Task directions> Please reproduce each of the entries below exactly as they appear.

Items from a dataset:

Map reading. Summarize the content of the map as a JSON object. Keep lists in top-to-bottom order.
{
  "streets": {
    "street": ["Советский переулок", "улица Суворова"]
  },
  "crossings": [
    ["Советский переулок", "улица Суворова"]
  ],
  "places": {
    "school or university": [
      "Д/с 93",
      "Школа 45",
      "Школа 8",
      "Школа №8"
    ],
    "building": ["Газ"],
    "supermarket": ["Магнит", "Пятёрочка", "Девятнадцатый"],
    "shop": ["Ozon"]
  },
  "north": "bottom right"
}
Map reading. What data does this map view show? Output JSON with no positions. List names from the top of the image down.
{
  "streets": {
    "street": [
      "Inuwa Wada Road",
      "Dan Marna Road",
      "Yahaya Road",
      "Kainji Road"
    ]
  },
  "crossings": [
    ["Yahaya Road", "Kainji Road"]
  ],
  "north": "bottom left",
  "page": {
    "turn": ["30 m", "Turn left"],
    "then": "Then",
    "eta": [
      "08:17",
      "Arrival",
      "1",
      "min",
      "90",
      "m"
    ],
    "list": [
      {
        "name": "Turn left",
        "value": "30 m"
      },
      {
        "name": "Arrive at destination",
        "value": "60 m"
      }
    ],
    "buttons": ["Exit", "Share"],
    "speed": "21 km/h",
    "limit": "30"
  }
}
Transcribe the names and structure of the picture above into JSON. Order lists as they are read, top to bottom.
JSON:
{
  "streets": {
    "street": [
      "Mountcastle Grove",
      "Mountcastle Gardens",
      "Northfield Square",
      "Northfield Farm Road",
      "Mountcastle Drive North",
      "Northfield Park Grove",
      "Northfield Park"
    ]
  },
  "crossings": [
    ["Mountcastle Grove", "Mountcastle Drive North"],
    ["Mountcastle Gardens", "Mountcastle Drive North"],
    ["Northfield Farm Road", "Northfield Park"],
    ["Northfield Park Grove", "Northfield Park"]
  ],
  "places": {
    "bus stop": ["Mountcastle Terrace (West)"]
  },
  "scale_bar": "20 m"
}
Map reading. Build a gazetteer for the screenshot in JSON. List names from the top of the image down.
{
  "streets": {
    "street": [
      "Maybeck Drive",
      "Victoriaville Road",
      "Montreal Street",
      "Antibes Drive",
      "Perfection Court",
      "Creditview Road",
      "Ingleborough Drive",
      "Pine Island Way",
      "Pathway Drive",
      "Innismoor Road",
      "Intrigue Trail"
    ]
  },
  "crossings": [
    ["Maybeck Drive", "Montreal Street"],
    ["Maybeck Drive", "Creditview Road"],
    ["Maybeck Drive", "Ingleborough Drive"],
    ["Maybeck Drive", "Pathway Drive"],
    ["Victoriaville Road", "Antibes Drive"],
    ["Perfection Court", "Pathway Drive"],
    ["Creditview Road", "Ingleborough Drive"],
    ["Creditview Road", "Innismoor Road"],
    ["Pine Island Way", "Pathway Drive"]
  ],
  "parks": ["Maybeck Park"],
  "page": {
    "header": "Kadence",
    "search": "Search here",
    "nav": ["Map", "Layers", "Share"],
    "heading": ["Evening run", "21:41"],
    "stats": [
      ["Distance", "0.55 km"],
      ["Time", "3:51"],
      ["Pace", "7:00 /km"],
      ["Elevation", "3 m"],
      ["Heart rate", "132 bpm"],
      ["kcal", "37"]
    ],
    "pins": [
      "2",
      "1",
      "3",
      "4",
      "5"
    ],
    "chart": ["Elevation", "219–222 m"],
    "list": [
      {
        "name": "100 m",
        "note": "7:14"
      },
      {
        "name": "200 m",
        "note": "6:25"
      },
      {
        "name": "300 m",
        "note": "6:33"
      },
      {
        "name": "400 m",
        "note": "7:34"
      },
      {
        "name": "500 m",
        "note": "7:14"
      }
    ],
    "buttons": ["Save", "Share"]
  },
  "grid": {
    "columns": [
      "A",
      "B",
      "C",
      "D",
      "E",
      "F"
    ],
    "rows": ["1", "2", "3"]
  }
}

Result for this task>
Map reading. Summarize the content of the map as a JSON object. Keep lists in top-to-bottom order.
{
  "streets": {
    "street": ["Советский переулок", "улица Суворова"]
  },
  "crossings": [
    ["Советский переулок", "улица Суворова"]
  ],
  "places": {
    "school or university": [
      "Д/с 93",
      "Школа 45",
      "Школа 8",
      "Школа №8"
    ],
    "building": ["Газ"],
    "supermarket": ["Магнит", "Пятёрочка", "Девятнадцатый"],
    "shop": ["Ozon"]
  },
  "north": "bottom right"
}
Map reading. What data does this map view show? Output JSON with no positions. List names from the top of the image down.
{
  "streets": {
    "street": [
      "Inuwa Wada Road",
      "Dan Marna Road",
      "Yahaya Road",
      "Kainji Road"
    ]
  },
  "crossings": [
    ["Yahaya Road", "Kainji Road"]
  ],
  "north": "bottom left",
  "page": {
    "turn": ["30 m", "Turn left"],
    "then": "Then",
    "eta": [
      "08:17",
      "Arrival",
      "1",
      "min",
      "90",
      "m"
    ],
    "list": [
      {
        "name": "Turn left",
        "value": "30 m"
      },
      {
        "name": "Arrive at destination",
        "value": "60 m"
      }
    ],
    "buttons": ["Exit", "Share"],
    "speed": "21 km/h",
    "limit": "30"
  }
}
Transcribe the names and structure of the picture above into JSON. Order lists as they are read, top to bottom.
JSON:
{
  "streets": {
    "street": [
      "Mountcastle Grove",
      "Mountcastle Gardens",
      "Northfield Square",
      "Northfield Farm Road",
      "Mountcastle Drive North",
      "Northfield Park Grove",
      "Northfield Park"
    ]
  },
  "crossings": [
    ["Mountcastle Grove", "Mountcastle Drive North"],
    ["Mountcastle Gardens", "Mountcastle Drive North"],
    ["Northfield Farm Road", "Northfield Park"],
    ["Northfield Park Grove", "Northfield Park"]
  ],
  "places": {
    "bus stop": ["Mountcastle Terrace (West)"]
  },
  "scale_bar": "20 m"
}
Map reading. Build a gazetteer for the screenshot in JSON. List names from the top of the image down.
{
  "streets": {
    "street": [
      "Maybeck Drive",
      "Victoriaville Road",
      "Montreal Street",
      "Antibes Drive",
      "Perfection Court",
      "Creditview Road",
      "Ingleborough Drive",
      "Pine Island Way",
      "Pathway Drive",
      "Innismoor Road",
      "Intrigue Trail"
    ]
  },
  "crossings": [
    ["Maybeck Drive", "Montreal Street"],
    ["Maybeck Drive", "Creditview Road"],
    ["Maybeck Drive", "Ingleborough Drive"],
    ["Maybeck Drive", "Pathway Drive"],
    ["Victoriaville Road", "Antibes Drive"],
    ["Perfection Court", "Pathway Drive"],
    ["Creditview Road", "Ingleborough Drive"],
    ["Creditview Road", "Innismoor Road"],
    ["Pine Island Way", "Pathway Drive"]
  ],
  "parks": ["Maybeck Park"],
  "page": {
    "header": "Kadence",
    "search": "Search here",
    "nav": ["Map", "Layers", "Share"],
    "heading": ["Evening run", "21:41"],
    "stats": [
      ["Distance", "0.55 km"],
      ["Time", "3:51"],
      ["Pace", "7:00 /km"],
      ["Elevation", "3 m"],
      ["Heart rate", "132 bpm"],
      ["kcal", "37"]
    ],
    "pins": [
      "2",
      "1",
      "3",
      "4",
      "5"
    ],
    "chart": ["Elevation", "219–222 m"],
    "list": [
      {
        "name": "100 m",
        "note": "7:14"
      },
      {
        "name": "200 m",
        "note": "6:25"
      },
      {
        "name": "300 m",
        "note": "6:33"
      },
      {
        "name": "400 m",
        "note": "7:34"
      },
      {
        "name": "500 m",
        "note": "7:14"
      }
    ],
    "buttons": ["Save", "Share"]
  },
  "grid": {
    "columns": [
      "A",
      "B",
      "C",
      "D",
      "E",
      "F"
    ],
    "rows": ["1", "2", "3"]
  }
}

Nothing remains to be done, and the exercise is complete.